Under the Mifid rules the end client must be presented with the cost of each of the services they receive, from advice and platform cost to fund management fees, whereas previously the end client was presented only with a bundled charge, covering all aspects of the service.

Mr Neilson said the fact the adviser usually has a closer relationship with the client than either the platform or the fund house, made it more likely that the adviser fee can be maintained over the other fees.

He also said advice firms can offer a diverse range of services and focus on the more profitable areas, which should help to protect margins.

Mr Neilson said: "It is well known that there are issues affecting the industry, with margin pressure.

"With increasing pressure on fees, fund houses, platforms and advisers are all tussling to maintain, or grow, their share of the overall pie. 

"Our view is that the Mifid rules have changed the business models of advice firms.

"Different firms focus on different areas. Some of them focus on investment management, others on esoteric areas like will writing and others on general financial planning.

"When it comes to fees, it is well known that there is margin pressure in the industry, with the platforms, the asset managers and the advisers all trying to maintain business models.

"The segment best able to do with the Mifid disclosure rules is the one that is the one closest to the end client, and that is the adviser." 

But Paul Gibson, an adviser with Granite Financial Planning in Aberdeen, disagreed somewhat, suggesting there would be increased pressure on adviser fees going forward.

He said: "The total cost of investing remains far too high for many.

"Clients are now discovering they are paying over 2 per cent to 3 per cent all in and not receiving a particularly good service or investment performance.

"We have experienced several new enquiries from new clients who are paying 30 to 50 per cent more in fees and receiving substantially less in the way of ongoing service.
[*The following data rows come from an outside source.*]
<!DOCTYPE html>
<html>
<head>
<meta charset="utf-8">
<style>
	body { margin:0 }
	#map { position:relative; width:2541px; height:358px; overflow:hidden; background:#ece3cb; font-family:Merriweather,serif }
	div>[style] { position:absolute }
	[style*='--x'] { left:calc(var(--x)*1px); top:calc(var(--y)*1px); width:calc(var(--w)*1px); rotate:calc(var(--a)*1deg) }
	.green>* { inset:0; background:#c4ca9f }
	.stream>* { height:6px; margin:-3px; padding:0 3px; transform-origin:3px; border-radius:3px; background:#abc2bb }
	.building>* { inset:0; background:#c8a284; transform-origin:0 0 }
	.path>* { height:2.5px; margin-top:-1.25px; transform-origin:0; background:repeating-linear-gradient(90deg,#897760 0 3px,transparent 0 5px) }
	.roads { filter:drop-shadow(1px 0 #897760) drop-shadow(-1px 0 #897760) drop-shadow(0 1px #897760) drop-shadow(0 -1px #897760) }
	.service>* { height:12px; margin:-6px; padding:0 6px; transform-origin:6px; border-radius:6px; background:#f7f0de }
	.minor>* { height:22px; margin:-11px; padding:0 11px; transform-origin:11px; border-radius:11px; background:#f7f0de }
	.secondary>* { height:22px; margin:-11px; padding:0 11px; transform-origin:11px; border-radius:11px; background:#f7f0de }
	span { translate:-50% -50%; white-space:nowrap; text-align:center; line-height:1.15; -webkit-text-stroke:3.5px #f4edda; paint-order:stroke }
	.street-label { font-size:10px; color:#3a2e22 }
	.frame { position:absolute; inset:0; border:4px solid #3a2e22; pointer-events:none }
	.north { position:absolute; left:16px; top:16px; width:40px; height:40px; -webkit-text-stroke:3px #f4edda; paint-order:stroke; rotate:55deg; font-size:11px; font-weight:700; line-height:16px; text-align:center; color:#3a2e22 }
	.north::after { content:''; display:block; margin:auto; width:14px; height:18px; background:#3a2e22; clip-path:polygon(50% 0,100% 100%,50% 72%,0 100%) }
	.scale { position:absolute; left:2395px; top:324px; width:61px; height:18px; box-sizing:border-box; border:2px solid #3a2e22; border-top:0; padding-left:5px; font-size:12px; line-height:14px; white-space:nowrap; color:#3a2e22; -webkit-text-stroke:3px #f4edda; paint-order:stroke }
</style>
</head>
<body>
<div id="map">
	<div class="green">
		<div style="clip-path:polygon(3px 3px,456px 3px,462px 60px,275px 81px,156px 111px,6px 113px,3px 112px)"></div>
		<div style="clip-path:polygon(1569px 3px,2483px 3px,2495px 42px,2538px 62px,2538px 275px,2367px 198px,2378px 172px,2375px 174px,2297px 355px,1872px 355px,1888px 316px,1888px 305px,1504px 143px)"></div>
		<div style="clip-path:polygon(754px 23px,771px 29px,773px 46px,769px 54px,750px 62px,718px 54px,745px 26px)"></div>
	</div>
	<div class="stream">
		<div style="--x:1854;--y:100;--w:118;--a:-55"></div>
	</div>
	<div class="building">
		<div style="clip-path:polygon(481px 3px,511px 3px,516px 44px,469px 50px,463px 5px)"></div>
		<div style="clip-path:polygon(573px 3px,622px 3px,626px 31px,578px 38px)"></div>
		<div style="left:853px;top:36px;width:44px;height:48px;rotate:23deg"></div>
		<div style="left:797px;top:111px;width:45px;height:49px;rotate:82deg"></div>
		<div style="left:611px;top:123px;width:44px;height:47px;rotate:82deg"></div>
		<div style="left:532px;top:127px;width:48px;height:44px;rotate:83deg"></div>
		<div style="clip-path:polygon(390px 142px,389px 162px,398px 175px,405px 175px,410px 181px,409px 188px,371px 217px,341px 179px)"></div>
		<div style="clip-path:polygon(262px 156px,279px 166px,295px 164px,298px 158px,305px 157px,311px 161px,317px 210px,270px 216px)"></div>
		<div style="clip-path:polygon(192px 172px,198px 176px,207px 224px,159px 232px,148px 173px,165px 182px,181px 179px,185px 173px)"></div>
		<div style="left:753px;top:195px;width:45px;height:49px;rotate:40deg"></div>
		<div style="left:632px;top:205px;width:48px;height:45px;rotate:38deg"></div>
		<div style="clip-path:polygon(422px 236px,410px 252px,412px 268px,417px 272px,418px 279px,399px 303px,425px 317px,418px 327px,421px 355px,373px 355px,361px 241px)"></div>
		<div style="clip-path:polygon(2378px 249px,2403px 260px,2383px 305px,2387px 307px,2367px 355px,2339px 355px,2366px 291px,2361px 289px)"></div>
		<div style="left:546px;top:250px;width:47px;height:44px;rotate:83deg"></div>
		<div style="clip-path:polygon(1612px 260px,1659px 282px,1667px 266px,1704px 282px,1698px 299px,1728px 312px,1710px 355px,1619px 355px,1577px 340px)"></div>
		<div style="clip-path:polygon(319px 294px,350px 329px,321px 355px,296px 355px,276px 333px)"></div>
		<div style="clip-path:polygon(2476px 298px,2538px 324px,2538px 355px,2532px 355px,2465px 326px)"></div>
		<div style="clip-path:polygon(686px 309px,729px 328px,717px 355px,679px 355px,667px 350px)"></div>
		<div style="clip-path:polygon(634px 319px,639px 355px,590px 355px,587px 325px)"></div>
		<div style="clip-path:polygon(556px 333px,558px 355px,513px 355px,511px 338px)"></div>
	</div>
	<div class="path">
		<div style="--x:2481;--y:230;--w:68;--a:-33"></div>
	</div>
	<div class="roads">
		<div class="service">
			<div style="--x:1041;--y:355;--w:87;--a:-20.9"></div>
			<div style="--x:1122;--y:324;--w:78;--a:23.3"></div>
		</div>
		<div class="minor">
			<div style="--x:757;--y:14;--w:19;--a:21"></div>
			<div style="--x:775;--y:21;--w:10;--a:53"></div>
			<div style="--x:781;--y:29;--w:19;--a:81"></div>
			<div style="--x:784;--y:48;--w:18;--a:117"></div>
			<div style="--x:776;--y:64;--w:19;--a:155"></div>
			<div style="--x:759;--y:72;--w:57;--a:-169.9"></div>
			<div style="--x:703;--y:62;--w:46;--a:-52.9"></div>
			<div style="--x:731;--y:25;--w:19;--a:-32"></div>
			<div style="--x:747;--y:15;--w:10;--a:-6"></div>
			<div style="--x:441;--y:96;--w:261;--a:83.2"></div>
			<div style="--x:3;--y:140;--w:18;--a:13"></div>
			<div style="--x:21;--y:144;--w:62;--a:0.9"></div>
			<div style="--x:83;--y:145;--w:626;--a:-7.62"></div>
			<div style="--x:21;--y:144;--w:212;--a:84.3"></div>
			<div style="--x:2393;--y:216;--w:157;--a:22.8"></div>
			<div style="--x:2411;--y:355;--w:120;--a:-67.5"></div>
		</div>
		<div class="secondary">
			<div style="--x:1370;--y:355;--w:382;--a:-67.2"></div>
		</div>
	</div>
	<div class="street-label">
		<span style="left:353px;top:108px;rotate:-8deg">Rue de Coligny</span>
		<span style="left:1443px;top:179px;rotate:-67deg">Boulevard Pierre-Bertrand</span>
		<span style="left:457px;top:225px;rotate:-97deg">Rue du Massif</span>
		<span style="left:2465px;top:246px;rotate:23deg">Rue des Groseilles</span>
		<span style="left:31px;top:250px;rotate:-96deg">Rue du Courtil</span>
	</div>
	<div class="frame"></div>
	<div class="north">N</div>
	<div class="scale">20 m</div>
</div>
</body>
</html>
"Mifid rules - while good in theory - have been implemented poorly but they are a marked improvement on what has [gone on] before."

Mr Gibson uses almost exclusively passive investment products, as he feels the cost of actively managed investment products does not justify the performance.

Meanwhile Mr Neilson warned the picture could be quite different for platforms, which are already struggling to stay profitable.

The Financial Conduct Authority has previously highlighted that platforms are unprofitable businesses on average.

In the interim report of its platform market study last July the regulator looked at a sample of 20 investment platforms and found larger firms tended to be more profitable than smaller ones.